::: RECORDS

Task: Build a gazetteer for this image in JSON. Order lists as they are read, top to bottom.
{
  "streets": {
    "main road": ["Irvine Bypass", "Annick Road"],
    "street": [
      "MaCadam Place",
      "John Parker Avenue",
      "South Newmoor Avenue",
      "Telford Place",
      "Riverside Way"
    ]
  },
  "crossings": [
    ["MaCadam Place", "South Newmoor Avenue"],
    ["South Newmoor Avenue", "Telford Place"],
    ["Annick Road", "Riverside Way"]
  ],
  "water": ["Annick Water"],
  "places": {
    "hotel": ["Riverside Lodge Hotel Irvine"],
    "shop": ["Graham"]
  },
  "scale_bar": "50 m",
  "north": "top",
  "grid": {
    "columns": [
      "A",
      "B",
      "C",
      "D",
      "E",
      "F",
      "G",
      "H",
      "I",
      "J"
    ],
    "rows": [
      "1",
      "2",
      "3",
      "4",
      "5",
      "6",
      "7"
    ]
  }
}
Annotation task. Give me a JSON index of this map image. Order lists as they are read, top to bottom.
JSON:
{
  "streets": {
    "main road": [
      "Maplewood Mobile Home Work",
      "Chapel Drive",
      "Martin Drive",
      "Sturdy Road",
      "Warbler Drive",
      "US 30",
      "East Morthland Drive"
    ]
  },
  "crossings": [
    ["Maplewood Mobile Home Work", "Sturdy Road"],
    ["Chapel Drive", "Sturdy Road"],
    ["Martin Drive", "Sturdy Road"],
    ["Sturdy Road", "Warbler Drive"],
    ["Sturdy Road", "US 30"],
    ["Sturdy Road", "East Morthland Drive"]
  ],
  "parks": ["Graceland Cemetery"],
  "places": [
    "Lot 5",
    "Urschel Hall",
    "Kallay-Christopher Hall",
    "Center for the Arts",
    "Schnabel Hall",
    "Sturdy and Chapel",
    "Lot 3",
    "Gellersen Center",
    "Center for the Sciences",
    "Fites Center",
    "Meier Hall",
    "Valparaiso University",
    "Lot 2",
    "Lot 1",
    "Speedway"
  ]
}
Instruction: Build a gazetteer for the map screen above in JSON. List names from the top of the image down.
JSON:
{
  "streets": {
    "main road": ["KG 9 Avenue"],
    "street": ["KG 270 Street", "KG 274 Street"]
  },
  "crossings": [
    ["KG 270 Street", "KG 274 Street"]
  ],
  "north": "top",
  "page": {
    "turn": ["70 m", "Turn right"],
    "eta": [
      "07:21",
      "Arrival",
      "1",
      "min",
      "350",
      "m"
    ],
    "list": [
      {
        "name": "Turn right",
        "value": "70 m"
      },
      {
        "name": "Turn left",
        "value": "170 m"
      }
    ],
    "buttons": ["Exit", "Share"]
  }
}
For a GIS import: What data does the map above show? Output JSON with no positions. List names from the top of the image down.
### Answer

::::::

> [WORK INSTRUCTIONS]:
Scan the data above and copy every line with "down" in it.

> [SOLUTION TO THE PROBLEM]:
Instruction: Build a gazetteer for the map screen above in JSON. List names from the top of the image down.
For a GIS import: What data does the map above show? Output JSON with no positions. List names from the top of the image down.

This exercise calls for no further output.